R-diggity, you are an astute questioner. Have you thought about a career as a question-asking person? Like the kind that could be employed by a magazine or newspaper to ask really good questions to people who would then answer said astute questionings and then have those questions printed in aforementioned newspaper/magazine? Someone who reported the answers of these questions to the populace at large? That would be a good job. Someone should make that job up. You could call it something like Astute Inquisitor. Or Imminent Answer Ascriber. Or Reporter, but that sounds kind of boring. Where did my pants go?

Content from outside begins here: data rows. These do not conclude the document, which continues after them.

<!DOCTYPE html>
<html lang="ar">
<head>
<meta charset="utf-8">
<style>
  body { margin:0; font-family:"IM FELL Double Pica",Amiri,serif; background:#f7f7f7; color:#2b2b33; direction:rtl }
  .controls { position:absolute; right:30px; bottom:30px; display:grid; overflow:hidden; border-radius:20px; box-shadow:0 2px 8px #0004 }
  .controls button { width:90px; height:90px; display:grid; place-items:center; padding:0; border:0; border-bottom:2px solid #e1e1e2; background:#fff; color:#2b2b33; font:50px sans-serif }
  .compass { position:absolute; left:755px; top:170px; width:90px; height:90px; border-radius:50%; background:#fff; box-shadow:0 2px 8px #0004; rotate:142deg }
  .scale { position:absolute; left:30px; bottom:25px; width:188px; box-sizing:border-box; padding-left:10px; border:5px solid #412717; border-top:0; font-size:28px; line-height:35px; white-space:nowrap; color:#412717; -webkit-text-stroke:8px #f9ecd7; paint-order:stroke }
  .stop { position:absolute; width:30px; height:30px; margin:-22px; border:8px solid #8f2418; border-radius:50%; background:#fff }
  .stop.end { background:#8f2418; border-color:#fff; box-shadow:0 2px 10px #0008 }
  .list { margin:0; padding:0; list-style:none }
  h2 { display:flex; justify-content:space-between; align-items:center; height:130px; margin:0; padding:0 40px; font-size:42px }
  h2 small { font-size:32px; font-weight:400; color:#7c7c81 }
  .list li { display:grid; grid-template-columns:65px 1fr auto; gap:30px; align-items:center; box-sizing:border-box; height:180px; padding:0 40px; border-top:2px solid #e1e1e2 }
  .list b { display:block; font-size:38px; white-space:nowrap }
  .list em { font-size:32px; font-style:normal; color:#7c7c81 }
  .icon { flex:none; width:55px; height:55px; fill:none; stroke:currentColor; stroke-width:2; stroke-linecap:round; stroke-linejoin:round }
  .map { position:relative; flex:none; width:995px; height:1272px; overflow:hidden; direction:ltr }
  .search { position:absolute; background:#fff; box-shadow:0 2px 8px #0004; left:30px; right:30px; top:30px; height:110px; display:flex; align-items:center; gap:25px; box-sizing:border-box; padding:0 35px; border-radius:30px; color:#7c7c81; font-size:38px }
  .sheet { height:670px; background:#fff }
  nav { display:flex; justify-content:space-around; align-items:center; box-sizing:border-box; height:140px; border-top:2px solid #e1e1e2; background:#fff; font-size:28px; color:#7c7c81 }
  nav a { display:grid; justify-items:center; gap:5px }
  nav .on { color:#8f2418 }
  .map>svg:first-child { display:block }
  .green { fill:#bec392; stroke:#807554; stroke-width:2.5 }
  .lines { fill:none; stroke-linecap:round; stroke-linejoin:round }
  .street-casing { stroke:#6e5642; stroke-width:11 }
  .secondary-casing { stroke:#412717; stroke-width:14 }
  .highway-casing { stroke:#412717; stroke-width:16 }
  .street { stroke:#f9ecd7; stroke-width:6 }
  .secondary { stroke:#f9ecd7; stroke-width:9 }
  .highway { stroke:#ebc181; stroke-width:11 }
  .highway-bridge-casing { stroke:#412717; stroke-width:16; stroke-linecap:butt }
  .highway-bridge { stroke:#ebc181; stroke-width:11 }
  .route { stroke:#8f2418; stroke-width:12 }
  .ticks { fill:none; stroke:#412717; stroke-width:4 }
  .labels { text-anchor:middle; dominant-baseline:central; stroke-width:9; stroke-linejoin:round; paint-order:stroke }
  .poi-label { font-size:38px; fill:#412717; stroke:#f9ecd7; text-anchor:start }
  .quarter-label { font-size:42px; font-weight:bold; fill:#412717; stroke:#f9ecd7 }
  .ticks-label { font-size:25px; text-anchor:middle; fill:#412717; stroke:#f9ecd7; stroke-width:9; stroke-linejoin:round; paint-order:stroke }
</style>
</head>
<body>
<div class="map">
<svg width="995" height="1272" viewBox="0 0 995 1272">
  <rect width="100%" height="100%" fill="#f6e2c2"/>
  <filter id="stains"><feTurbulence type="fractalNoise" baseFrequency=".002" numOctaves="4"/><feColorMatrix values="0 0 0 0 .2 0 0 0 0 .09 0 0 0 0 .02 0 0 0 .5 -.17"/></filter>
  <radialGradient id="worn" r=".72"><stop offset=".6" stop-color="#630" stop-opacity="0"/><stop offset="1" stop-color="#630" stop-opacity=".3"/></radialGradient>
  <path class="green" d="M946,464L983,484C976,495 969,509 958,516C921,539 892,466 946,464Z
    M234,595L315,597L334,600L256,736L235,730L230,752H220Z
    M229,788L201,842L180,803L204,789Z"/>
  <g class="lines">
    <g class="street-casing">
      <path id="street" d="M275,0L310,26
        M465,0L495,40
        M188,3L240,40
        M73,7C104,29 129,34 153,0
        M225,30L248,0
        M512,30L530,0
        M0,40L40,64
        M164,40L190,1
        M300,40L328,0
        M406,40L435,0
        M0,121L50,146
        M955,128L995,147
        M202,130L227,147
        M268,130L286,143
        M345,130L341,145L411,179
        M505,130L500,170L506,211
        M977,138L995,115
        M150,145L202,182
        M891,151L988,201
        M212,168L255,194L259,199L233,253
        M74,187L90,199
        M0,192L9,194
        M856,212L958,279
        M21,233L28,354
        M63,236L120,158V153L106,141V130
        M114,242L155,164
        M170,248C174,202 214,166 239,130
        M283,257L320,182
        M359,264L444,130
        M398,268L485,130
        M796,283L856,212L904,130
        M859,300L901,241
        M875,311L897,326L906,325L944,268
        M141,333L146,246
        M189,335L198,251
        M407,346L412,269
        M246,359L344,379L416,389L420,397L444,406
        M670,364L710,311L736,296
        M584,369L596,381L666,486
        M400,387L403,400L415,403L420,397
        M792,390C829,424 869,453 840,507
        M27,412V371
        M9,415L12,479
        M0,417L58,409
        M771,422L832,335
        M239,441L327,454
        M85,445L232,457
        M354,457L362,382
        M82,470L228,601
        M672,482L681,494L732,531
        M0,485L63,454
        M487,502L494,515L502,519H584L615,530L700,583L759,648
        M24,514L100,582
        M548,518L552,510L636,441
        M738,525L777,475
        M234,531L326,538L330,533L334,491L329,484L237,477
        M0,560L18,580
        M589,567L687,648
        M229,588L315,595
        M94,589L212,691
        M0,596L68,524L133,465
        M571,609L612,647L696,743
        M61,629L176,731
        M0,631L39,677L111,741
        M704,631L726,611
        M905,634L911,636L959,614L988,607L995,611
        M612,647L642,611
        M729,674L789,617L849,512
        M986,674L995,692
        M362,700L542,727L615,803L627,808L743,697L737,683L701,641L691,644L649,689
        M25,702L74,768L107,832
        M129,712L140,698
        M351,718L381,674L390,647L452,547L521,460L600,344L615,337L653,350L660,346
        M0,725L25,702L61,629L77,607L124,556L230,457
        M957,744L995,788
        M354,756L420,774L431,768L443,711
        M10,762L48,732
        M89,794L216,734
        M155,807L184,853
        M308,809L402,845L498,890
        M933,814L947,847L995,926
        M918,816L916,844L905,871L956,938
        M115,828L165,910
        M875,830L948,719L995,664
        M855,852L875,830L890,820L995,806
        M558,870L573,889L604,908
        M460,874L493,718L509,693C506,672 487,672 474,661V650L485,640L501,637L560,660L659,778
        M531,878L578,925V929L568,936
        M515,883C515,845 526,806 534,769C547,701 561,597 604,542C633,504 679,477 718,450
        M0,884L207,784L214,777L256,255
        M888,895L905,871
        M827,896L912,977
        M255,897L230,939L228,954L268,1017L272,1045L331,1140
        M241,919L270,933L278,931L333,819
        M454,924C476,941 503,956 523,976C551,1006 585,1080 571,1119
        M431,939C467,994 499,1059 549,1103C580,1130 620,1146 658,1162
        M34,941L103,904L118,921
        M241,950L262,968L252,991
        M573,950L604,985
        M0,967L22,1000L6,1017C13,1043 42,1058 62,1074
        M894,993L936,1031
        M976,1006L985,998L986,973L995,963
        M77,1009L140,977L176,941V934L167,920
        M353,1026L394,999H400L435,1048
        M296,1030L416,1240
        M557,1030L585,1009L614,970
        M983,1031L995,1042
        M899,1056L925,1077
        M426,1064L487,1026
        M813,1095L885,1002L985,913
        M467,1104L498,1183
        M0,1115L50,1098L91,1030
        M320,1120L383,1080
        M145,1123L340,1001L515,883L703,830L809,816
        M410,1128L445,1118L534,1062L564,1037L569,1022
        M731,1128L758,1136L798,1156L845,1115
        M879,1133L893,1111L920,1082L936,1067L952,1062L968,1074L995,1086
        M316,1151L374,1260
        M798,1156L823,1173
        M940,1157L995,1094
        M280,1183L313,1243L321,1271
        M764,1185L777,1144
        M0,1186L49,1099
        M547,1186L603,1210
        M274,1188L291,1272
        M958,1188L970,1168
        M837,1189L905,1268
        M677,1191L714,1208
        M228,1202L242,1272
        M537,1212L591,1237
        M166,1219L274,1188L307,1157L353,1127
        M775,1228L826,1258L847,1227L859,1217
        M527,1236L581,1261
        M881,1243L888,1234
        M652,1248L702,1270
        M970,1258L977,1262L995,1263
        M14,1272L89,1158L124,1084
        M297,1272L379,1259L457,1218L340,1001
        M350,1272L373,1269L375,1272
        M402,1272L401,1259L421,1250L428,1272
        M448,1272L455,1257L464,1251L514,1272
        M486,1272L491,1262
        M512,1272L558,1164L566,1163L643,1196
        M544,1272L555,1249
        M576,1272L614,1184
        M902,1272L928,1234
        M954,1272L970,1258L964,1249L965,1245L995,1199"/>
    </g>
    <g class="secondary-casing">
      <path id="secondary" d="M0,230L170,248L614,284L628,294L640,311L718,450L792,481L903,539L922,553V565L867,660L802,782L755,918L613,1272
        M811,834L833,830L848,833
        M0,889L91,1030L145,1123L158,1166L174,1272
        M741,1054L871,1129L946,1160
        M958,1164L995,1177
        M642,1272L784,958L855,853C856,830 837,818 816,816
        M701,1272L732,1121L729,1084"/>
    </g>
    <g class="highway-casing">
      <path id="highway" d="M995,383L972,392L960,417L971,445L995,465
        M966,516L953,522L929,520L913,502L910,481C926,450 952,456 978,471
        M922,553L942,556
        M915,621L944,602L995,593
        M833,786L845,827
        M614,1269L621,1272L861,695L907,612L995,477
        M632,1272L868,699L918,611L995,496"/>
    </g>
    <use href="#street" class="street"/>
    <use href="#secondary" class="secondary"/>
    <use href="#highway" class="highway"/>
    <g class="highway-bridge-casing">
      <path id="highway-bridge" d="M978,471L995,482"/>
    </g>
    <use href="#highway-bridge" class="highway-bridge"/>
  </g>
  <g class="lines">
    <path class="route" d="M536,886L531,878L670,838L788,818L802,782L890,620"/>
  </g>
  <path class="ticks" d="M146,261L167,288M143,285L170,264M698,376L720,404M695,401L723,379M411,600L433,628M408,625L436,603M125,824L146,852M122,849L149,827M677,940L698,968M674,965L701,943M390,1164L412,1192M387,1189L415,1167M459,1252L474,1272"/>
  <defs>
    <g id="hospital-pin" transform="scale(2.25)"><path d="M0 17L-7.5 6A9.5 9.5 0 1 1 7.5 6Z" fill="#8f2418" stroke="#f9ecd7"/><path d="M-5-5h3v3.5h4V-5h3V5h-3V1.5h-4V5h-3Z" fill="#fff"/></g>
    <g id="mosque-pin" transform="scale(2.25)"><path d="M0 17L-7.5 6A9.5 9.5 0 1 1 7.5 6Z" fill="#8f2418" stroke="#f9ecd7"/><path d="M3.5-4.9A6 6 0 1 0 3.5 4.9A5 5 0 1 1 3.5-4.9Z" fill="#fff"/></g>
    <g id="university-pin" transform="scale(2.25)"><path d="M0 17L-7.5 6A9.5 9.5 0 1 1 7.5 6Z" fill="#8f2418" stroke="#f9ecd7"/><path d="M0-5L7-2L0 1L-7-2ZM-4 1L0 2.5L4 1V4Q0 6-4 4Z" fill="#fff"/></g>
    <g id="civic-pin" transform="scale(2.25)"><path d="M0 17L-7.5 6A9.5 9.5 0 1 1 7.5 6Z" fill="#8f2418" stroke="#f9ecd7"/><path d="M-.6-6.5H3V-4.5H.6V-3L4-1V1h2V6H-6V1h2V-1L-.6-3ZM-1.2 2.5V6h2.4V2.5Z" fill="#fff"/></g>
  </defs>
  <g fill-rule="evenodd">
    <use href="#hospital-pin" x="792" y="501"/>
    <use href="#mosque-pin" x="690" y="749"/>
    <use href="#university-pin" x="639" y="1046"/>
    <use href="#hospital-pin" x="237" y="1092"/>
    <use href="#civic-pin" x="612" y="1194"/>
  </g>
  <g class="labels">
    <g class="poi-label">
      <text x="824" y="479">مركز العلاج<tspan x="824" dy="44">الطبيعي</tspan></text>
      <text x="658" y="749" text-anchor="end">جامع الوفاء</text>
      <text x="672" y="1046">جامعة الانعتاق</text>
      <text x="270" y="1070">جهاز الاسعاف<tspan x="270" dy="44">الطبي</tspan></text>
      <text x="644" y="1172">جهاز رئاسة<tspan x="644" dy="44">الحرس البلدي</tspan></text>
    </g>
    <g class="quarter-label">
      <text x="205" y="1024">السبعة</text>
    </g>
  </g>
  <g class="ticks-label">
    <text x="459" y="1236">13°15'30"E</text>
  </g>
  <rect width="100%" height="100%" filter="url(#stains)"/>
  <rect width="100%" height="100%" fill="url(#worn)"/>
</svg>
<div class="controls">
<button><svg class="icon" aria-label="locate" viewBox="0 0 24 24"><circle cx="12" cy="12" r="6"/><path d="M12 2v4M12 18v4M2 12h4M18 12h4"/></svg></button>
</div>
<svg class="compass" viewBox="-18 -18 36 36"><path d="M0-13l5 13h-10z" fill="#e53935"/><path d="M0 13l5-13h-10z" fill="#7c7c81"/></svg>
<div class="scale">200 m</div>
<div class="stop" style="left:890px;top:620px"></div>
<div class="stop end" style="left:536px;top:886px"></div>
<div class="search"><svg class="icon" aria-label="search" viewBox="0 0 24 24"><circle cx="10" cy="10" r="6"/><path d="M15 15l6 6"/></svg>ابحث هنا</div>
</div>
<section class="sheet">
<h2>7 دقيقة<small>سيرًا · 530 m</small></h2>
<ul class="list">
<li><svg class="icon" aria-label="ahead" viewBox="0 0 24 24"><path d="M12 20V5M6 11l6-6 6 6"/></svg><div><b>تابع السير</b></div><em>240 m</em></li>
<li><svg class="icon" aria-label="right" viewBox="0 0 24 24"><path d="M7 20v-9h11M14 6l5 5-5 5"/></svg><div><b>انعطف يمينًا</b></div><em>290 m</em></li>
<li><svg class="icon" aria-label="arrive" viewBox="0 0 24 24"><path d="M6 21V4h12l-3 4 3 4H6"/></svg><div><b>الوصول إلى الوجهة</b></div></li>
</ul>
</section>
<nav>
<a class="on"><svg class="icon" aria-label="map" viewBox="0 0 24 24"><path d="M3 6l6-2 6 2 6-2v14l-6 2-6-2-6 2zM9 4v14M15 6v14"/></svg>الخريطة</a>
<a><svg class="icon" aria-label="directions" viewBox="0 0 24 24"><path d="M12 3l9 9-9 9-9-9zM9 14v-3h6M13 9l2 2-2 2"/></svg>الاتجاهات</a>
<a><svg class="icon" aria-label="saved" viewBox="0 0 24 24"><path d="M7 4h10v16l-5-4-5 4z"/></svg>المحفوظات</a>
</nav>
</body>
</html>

Anyway, this question, the one concerning the true identity of the mysterious Tabo, is one that has haunted me like, well, like the actual ghost of Abraham Lincoln that really does haunt me fortnightly (now you know why I always smell like garlic... keeps the Abe away). See, I am a truth-seeker. And a creative thinker. Where most people get truth from books or this cool little site I just discovered - Wikipedia, I think it's called - I... well, I make it up. So, brace yourself, dear internet, for the truly true and altogether honest and veritable story of... the origin of the tale of the mystery of the shadow-shrouded enigma known only as... TABO!
The legend starts off in Tibet, where all legends begin. It's said that the Tabo was a traveller who had angered a monk (something over who was a better Enterprise captain: Picard or Kirk... the tabo said Picard... whatever) and was cursed to roam the earth for millennia. Or three years. The translations are a bit muddied. In any case, the Tabo was cursed and began its wanderings as an outcast and a vagabond, popping up in legends in places as diverse as Thailand and the indigenous peoples of New Guinea.
While the substance of these legends vary, one thing is constant, the Tabo is always portrayed as a blurry, watercolored being with a taste for corn chips and a pretty decent bowling score. The Native American peoples refer to the Tabo as "Dances With Sasquatch," mainly because, well, the Tabo was spotted numerous times dancing with a She-Squatch. Apparently the Tabo is well-versed in ballroom, jazz, tap and "krunking." Here's a picture of the Tabo loping slowly through the Northwestern wilderness with its buddy, Chewbacca:
See him there, in the upper right-hand corner? If you relax your eyes you kind of can make him out. There's also a Magic Eye-style picture of a sailboat in there somewhere, too. And Waldo's been spotted by some especially sharp-eyed folks.
The Tabo isn't just a figure of ancient legend either, with over four international organizations leading the charge to further study this legendary beast in more detail. The foremost of these, T.U.!.R.,.K.!.E.Y.!. (Tabo Uncovered! Really, Kids! Everyone Yell!), holds an annual overnight camp out in hopes to spot the elusive beast. So far, nothing. Nothing except well... this:
Anyway, so there's the truth about the Tabo. Myth? Monster? Why not both? I mean, if a myth and a monster got together, put on some Al Green and, let nature take its course, why not? It's easier to swallow that that Loch Ness garbage (Seriously, a dinosaur?! IN SCOTLAND?! As my main man Gob would say, "Come ON!") or that business with Joan Osborne being Ozzy's daughter.
Either that, or he's one of the three people who regularly read this blog. There's only one way to be sure... "Read the Book!"
So, now, Ryan, Ry, Rrr, R. Methinks mayhaps I have a query to put to you, good sir. Which would you rather be attacked by: a rabid badger with a scimitar tied to its tail, or an irate hobo with hooks for hands? Please state your answer in 500 words or more. Preferably more. Until then, Make Mine Bigfoot.